Collected data entries
# # # # # # #

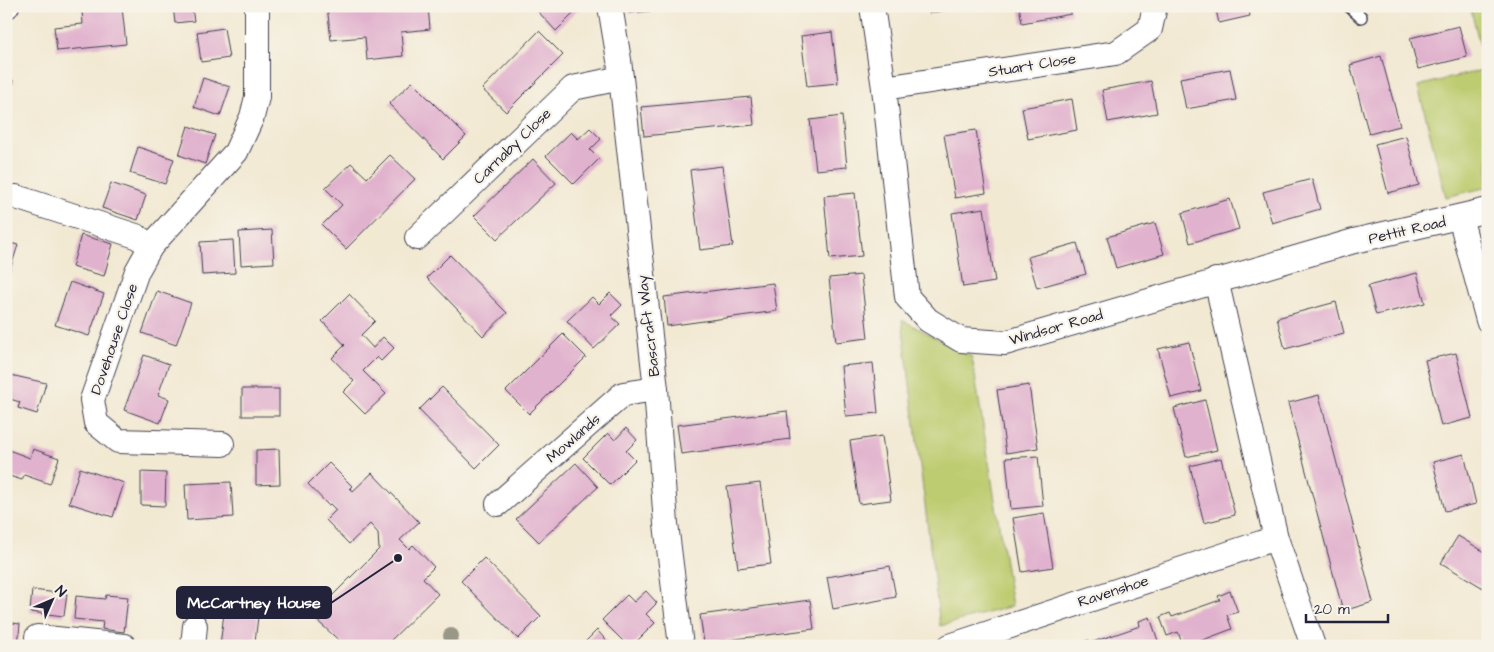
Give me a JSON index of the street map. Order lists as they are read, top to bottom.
{
  "streets": {
    "street": [
      "Stuart Close",
      "Carnaby Close",
      "Pettit Road",
      "Bascraft Way",
      "Windsor Road",
      "Dovehouse Close",
      "Mowlands",
      "Ravenshoe"
    ]
  },
  "crossings": [
    ["Stuart Close", "Windsor Road"],
    ["Carnaby Close", "Bascraft Way"],
    ["Pettit Road", "Windsor Road"],
    ["Bascraft Way", "Mowlands"]
  ],
  "places": ["McCartney House"],
  "scale_bar": "20 m",
  "north": "top right"
}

# # # # # # #

Write out all the entries precisely as given, omitting each image.

◆ **Your solution**
Give me a JSON index of the street map. Order lists as they are read, top to bottom.
{
  "streets": {
    "street": [
      "Stuart Close",
      "Carnaby Close",
      "Pettit Road",
      "Bascraft Way",
      "Windsor Road",
      "Dovehouse Close",
      "Mowlands",
      "Ravenshoe"
    ]
  },
  "crossings": [
    ["Stuart Close", "Windsor Road"],
    ["Carnaby Close", "Bascraft Way"],
    ["Pettit Road", "Windsor Road"],
    ["Bascraft Way", "Mowlands"]
  ],
  "places": ["McCartney House"],
  "scale_bar": "20 m",
  "north": "top right"
}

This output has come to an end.